**Task item**
Scan the data. Collect each line that contains the word "left".

**Data shown**
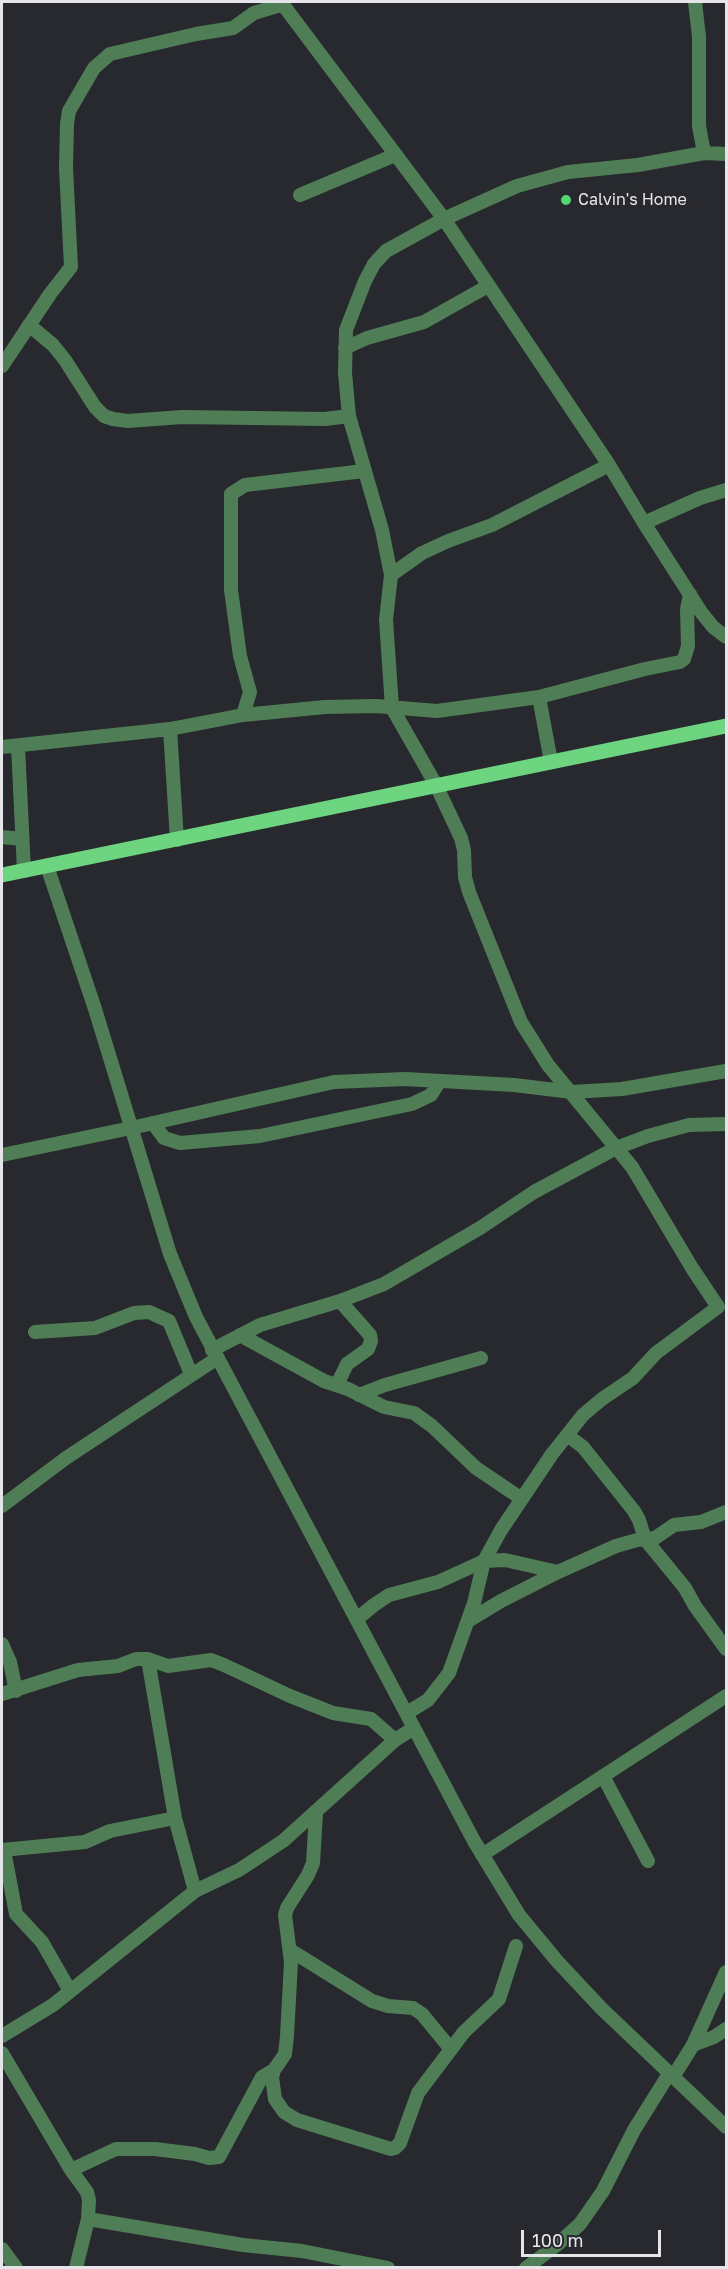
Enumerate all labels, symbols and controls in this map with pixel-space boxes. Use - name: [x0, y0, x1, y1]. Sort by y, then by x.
- place label: Calvin's Home: [578, 190, 687, 210]
- marker: Calvin's Home: [559, 193, 573, 207]
- scale bar: [524, 2218, 664, 2256]
- text: 100 m: [532, 2229, 583, 2251]

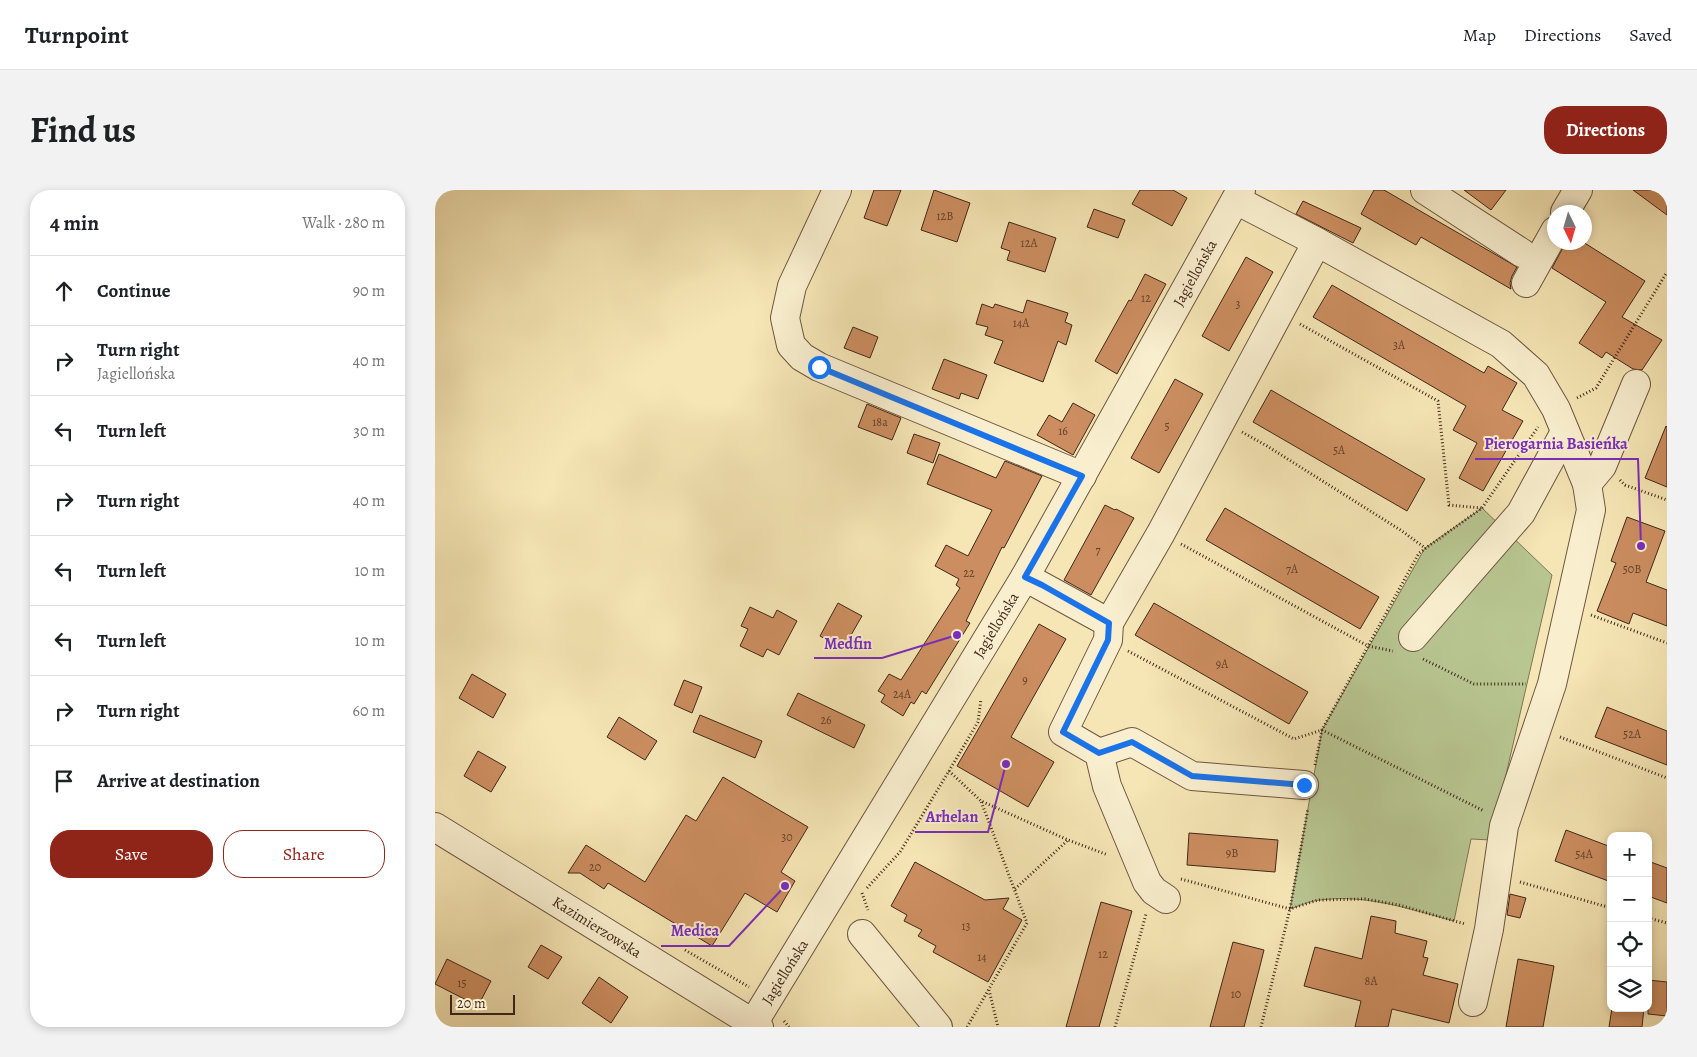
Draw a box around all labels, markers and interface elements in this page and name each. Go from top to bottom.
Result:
text: Turnpoint [25,19,129,51]
text: Map [1463,23,1496,47]
text: Directions [1524,23,1601,47]
text: Saved [1629,23,1672,47]
text: Find us [30,106,136,154]
button: Directions [1544,106,1667,154]
north arrow [1547,205,1592,250]
house number: 12B [937,208,953,224]
text: 4 min [50,209,99,237]
text: Walk · 280 m [302,212,385,234]
house number: 12A [1021,235,1038,251]
street label: Jagiellońska [1168,236,1222,310]
icon: ahead [50,277,78,305]
text: Continue [97,278,171,304]
text: 90 m [353,280,385,302]
house number: 12 [1141,290,1151,306]
house number: 3 [1236,296,1241,312]
house number: 14A [1013,315,1030,331]
text: Turn right [97,337,179,363]
house number: 3A [1393,337,1406,353]
icon: right [50,347,78,375]
text: 40 m [353,350,385,372]
route start [808,356,831,379]
text: Jagiellońska [97,363,175,385]
house number: 18a [872,414,888,430]
icon: left [50,417,78,445]
text: Turn left [97,418,166,444]
house number: 5 [1164,418,1170,434]
text: 30 m [353,420,385,442]
house number: 16 [1058,423,1068,439]
callout: Pierogarnia Basieńka [1475,428,1638,459]
text: Pierogarnia Basieńka [1484,433,1628,455]
house number: 5A [1333,442,1346,458]
icon: right [50,487,78,515]
text: Turn right [97,488,179,514]
text: 40 m [353,490,385,512]
house number: 7 [1095,542,1101,558]
icon: left [50,557,78,585]
text: Turn left [97,558,166,584]
text: 10 m [355,560,385,582]
house number: 7A [1286,561,1299,577]
house number: 50B [1623,561,1641,577]
house number: 22 [963,565,975,581]
street label: Jagiellońska [969,588,1023,662]
icon: left [50,627,78,655]
callout: Medfin [814,627,882,658]
text: Turn left [97,628,166,654]
text: 10 m [355,630,385,652]
text: Medfin [824,633,872,655]
house number: 9A [1216,656,1229,672]
house number: 9 [1022,672,1028,688]
house number: 24A [893,686,912,702]
icon: right [50,697,78,725]
text: Turn right [97,698,179,724]
text: 60 m [353,700,385,722]
house number: 26 [820,712,832,728]
house number: 52A [1623,726,1642,742]
icon: arrive [50,767,78,795]
text: Arrive at destination [97,768,260,794]
route end [1293,774,1316,797]
callout: Arhelan [915,801,988,832]
text: Arhelan [924,806,979,828]
house number: 30 [781,829,793,845]
button: Save [50,830,213,878]
button: Share [223,830,385,878]
map controls [1607,832,1652,1012]
button: + [1607,832,1652,877]
house number: 9B [1226,845,1238,861]
house number: 54A [1575,846,1594,862]
house number: 20 [589,859,601,875]
button: − [1607,877,1652,922]
street label: Kazimierzowska [549,892,645,962]
callout: Medica [661,915,729,946]
house number: 13 [961,918,971,934]
text: Medica [671,920,719,942]
button: locate [1607,922,1652,967]
street label: Jagiellońska [757,936,813,1008]
house number: 12 [1098,946,1108,962]
house number: 14 [977,949,987,965]
button: layers [1607,967,1652,1012]
house number: 8A [1365,973,1378,989]
house number: 15 [457,975,467,991]
house number: 10 [1231,986,1241,1002]
scale bar [450,992,515,1015]
text: 20 m [457,994,486,1013]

**Response for this exercise**
icon: left [50,417,78,445]
text: Turn left [97,418,166,444]
icon: left [50,557,78,585]
text: Turn left [97,558,166,584]
icon: left [50,627,78,655]
text: Turn left [97,628,166,654]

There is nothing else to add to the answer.